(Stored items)
· · ·

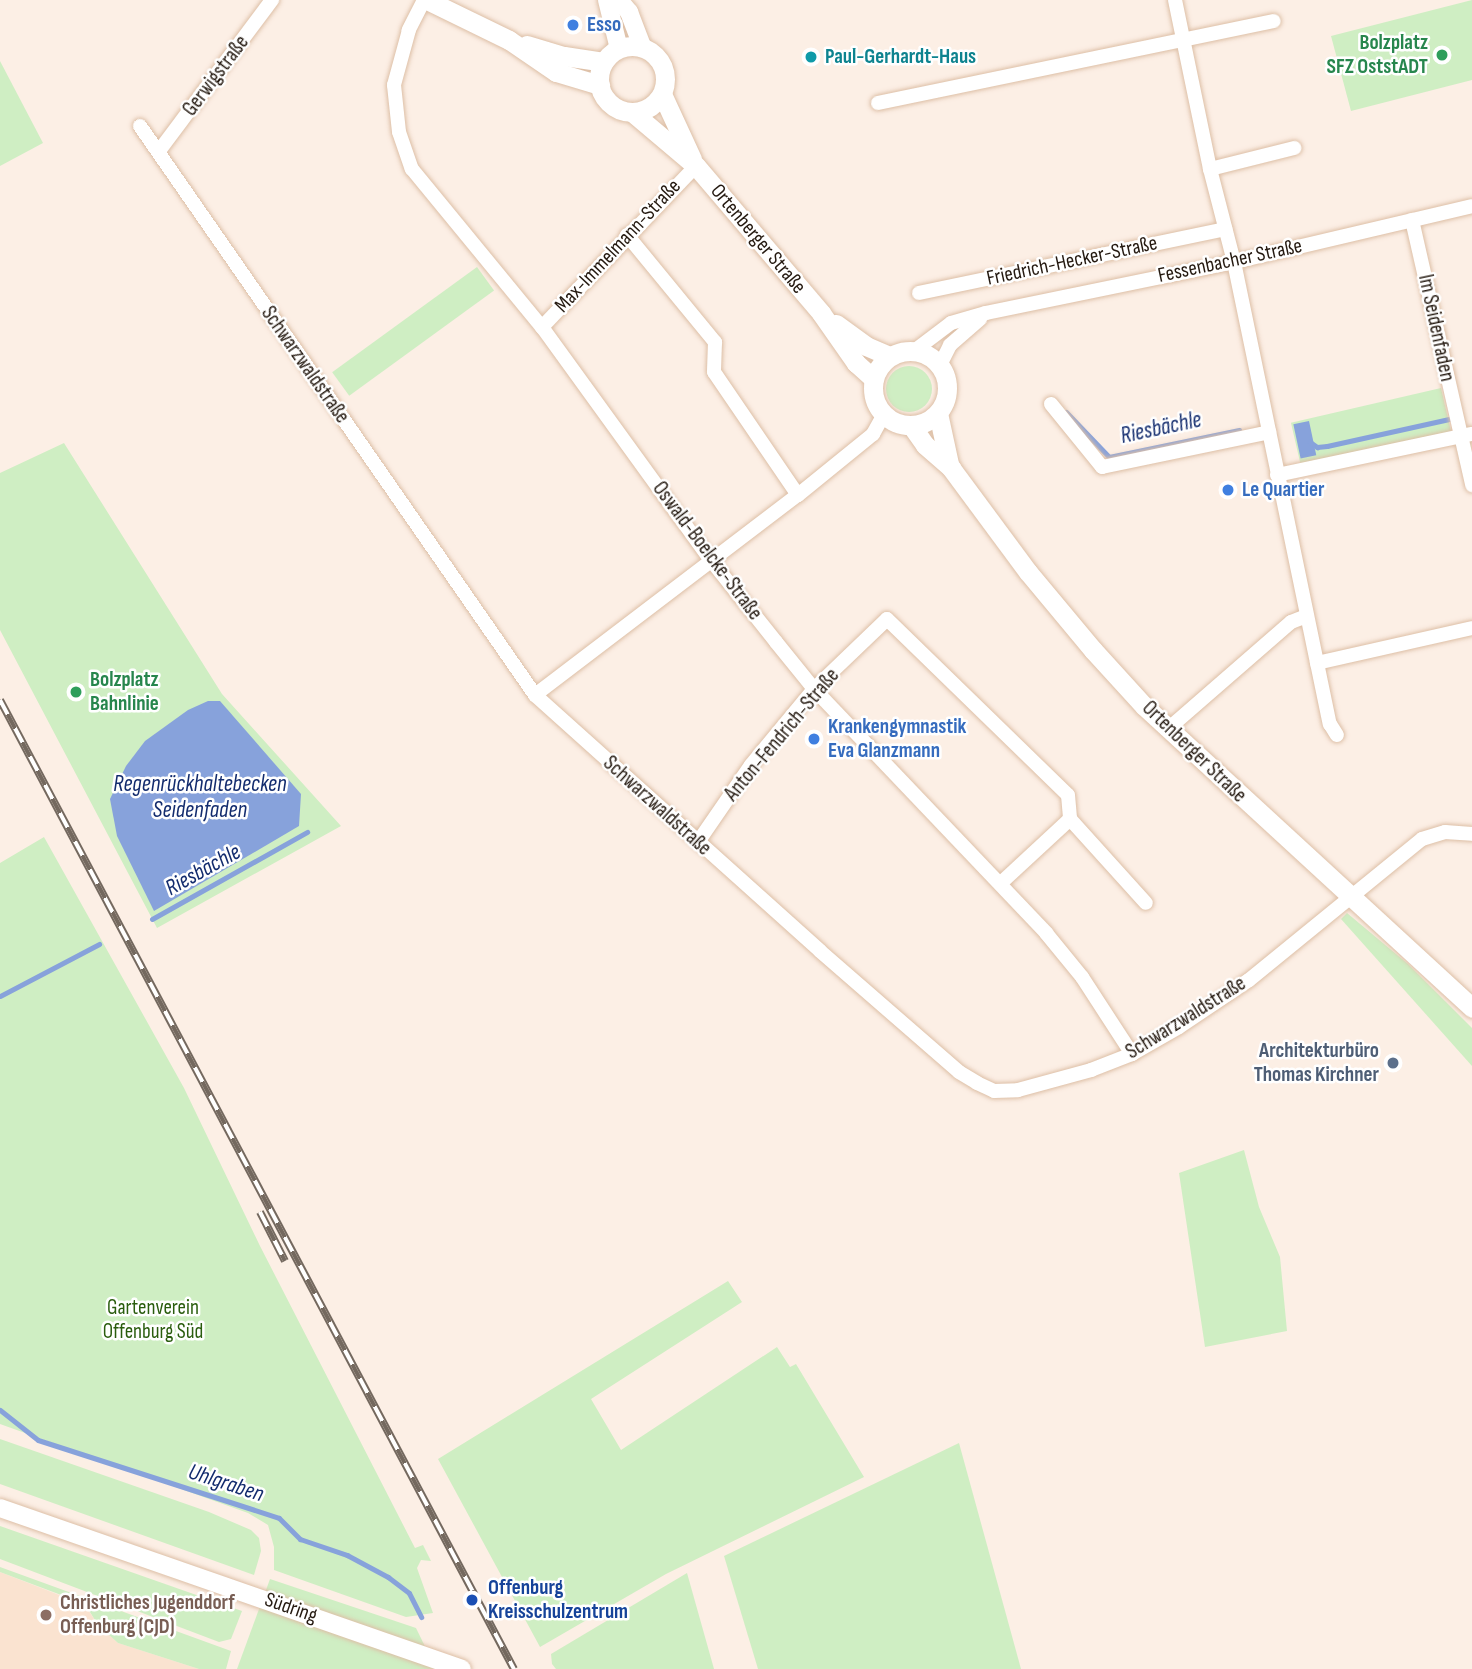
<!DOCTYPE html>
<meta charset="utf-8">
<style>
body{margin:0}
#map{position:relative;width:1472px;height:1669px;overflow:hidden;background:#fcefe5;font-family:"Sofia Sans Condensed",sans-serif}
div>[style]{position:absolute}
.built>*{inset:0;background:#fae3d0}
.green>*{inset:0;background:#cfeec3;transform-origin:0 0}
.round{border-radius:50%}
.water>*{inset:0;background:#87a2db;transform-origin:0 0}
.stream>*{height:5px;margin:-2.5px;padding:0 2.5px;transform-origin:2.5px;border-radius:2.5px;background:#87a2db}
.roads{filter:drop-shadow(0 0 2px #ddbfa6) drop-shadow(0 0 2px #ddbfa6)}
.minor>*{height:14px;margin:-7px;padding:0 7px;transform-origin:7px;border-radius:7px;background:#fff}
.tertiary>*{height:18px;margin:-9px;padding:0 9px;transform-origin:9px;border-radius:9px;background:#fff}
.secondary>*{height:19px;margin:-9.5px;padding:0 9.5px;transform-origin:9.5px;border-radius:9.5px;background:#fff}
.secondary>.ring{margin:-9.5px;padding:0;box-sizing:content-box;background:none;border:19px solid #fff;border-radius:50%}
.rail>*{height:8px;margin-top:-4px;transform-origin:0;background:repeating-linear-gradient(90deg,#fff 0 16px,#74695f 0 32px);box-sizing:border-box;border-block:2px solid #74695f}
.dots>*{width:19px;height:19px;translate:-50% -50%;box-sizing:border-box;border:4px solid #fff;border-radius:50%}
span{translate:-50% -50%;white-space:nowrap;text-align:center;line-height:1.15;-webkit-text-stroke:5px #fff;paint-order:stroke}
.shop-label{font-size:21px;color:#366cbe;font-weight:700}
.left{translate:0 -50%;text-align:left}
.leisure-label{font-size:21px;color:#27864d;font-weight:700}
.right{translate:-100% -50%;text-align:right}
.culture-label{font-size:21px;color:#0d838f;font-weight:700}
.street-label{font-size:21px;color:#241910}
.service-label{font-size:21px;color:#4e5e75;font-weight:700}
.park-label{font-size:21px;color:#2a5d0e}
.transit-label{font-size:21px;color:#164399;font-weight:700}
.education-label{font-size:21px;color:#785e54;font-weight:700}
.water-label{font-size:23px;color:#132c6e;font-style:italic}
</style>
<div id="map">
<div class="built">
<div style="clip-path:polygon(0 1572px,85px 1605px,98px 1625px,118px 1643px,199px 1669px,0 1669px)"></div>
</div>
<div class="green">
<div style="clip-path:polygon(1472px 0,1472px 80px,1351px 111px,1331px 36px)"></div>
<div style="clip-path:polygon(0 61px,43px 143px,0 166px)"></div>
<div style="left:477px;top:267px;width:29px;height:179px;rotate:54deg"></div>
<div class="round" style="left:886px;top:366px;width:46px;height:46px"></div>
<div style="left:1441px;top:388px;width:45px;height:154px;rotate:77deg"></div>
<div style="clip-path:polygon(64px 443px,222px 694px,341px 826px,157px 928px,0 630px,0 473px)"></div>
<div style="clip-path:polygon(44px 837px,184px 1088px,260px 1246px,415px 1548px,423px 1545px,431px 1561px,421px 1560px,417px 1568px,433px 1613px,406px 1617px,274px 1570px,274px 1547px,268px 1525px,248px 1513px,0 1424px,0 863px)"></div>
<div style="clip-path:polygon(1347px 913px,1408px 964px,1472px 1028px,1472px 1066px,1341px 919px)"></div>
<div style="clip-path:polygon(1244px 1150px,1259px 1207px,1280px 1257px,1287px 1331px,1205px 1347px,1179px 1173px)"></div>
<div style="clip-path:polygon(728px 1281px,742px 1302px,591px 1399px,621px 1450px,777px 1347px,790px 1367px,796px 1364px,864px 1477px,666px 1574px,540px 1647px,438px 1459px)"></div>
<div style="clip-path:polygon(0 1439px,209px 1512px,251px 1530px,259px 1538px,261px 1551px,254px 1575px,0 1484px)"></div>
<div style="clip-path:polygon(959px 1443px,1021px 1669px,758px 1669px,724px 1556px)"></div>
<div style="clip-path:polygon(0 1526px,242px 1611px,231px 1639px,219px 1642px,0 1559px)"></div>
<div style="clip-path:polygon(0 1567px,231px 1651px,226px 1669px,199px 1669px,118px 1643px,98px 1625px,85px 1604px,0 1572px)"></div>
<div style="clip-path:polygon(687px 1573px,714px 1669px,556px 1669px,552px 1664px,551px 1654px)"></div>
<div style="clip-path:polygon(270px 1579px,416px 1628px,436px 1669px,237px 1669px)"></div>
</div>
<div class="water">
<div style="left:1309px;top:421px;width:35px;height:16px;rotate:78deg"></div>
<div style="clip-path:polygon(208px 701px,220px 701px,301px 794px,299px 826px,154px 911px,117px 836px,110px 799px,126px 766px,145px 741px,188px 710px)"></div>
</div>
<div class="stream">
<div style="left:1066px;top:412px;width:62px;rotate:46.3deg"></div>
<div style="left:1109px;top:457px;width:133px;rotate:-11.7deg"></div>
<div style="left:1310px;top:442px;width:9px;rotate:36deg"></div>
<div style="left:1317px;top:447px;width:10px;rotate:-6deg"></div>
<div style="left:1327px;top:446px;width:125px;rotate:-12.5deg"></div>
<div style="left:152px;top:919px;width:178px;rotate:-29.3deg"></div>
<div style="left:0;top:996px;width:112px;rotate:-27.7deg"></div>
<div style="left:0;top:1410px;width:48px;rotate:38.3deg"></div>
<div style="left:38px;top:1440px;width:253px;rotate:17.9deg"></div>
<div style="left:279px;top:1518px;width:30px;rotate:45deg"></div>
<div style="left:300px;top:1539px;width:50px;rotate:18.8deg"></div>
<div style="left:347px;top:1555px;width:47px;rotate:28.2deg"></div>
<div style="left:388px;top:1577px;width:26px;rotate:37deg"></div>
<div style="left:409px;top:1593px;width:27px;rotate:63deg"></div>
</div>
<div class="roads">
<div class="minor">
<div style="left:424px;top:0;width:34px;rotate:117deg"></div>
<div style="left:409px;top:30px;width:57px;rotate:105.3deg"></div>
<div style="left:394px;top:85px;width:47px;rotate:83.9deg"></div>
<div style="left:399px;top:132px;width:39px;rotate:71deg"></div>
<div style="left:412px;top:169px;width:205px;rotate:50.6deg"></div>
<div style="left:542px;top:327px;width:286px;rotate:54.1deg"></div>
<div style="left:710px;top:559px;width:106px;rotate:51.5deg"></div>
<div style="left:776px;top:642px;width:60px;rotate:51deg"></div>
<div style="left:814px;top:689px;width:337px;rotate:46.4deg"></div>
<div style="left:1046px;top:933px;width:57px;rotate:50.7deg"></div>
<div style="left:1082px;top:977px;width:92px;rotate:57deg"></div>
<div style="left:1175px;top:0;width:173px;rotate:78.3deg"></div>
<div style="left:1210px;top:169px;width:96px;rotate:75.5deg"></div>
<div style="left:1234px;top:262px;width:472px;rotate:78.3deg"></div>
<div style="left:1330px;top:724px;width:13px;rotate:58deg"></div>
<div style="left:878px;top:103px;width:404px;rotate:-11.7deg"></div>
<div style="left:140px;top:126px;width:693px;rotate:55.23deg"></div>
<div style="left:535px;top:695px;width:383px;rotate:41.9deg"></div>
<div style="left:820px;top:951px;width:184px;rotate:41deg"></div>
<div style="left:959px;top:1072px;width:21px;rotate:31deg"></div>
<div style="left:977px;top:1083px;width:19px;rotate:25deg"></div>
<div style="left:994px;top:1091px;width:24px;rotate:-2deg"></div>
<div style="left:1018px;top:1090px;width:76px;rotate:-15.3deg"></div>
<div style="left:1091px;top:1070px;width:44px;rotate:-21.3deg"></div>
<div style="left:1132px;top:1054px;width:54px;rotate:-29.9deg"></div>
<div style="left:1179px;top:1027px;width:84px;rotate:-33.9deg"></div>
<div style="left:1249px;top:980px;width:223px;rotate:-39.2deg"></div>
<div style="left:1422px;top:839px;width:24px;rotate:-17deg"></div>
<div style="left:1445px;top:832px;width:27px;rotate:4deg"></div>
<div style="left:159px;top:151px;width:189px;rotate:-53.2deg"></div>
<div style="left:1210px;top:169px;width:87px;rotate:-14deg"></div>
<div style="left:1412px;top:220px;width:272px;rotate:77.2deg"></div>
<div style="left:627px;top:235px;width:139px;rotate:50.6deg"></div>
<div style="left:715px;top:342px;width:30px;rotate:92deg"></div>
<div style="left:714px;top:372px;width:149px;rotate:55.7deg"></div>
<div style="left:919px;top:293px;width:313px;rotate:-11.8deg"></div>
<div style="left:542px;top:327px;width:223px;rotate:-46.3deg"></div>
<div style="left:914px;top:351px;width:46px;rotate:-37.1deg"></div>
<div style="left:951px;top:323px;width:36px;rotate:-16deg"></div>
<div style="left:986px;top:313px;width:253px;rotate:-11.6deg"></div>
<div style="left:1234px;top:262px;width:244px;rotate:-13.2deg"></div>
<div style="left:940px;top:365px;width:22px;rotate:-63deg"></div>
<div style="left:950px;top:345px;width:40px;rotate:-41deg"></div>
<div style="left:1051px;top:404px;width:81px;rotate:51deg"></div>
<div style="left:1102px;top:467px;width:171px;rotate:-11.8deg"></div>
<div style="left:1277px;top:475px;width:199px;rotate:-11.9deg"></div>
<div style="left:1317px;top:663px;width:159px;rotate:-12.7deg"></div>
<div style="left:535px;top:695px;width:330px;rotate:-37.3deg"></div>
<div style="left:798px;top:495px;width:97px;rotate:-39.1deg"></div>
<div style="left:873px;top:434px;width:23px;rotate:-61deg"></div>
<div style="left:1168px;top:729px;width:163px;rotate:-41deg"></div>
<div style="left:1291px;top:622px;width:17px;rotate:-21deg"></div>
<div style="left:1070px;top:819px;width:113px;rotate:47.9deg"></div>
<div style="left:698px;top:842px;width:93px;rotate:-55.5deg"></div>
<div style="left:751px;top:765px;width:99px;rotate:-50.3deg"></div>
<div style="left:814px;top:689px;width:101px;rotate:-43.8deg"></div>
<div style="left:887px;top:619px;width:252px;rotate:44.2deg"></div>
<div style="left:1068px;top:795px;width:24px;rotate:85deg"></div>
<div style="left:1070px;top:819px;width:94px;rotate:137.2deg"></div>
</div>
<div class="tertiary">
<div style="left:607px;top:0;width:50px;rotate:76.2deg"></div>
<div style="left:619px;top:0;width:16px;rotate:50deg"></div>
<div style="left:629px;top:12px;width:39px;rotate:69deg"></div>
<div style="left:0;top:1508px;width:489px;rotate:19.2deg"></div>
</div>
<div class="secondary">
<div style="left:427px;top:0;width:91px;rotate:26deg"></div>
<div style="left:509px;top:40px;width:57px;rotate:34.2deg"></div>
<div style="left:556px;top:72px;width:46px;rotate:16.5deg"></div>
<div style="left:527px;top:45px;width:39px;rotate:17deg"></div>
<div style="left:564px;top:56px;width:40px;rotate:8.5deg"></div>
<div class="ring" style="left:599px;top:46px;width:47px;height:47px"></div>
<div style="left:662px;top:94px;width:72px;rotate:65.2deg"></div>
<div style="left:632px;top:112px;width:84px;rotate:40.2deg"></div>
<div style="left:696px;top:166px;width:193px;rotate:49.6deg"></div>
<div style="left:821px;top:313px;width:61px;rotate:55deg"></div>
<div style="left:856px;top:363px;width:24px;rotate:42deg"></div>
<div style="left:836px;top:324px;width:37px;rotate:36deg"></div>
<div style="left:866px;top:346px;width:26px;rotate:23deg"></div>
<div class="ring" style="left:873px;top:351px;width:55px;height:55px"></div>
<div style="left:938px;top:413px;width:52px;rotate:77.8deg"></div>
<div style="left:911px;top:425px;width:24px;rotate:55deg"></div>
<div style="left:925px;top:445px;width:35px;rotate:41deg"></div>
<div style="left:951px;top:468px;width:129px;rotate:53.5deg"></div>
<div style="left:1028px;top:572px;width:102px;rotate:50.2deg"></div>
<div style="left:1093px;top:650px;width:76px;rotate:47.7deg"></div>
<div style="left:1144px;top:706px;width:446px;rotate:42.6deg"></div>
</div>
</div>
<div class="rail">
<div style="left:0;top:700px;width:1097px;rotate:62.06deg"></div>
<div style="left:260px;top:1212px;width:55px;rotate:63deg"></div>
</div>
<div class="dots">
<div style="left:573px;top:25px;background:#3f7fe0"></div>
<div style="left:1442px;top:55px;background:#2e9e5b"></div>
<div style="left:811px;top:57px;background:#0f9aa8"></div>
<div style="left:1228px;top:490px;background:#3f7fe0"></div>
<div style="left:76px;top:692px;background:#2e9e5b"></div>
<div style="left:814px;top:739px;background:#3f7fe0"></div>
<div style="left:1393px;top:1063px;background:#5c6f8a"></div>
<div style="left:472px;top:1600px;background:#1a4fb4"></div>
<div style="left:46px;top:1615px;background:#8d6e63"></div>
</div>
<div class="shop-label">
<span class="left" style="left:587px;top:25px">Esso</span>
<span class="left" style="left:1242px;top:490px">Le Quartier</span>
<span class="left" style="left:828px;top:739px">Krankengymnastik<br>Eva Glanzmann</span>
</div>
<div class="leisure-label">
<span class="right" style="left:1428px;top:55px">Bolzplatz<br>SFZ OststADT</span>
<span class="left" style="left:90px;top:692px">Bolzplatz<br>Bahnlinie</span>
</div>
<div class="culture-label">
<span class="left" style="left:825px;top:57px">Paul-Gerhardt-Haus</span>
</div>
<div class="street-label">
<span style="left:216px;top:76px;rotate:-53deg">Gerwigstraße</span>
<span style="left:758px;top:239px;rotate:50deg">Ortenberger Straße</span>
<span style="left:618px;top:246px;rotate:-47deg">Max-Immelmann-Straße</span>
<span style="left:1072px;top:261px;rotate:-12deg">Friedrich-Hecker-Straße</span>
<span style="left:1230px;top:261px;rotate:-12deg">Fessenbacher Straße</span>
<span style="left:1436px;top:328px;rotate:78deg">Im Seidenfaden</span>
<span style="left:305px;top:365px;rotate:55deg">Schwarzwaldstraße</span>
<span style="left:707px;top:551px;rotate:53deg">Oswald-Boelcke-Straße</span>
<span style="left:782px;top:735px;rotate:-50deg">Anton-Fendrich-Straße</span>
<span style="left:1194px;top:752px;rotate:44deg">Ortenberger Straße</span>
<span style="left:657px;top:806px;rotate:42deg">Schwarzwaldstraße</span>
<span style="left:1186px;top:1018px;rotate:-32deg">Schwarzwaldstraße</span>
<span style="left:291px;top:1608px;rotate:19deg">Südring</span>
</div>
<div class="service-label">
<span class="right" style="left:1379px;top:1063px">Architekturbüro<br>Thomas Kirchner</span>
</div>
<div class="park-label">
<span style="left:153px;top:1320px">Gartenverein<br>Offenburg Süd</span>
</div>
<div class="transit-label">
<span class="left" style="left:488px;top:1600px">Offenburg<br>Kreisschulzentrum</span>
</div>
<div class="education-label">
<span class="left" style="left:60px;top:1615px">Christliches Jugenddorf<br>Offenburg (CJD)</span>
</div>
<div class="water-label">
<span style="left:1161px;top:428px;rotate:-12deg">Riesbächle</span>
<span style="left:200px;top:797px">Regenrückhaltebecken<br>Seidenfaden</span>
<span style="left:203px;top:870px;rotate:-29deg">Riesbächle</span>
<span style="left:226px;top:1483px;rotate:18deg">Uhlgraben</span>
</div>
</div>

· · ·

On how many lines above does the word "shop" appear? Answer with that figure only.

2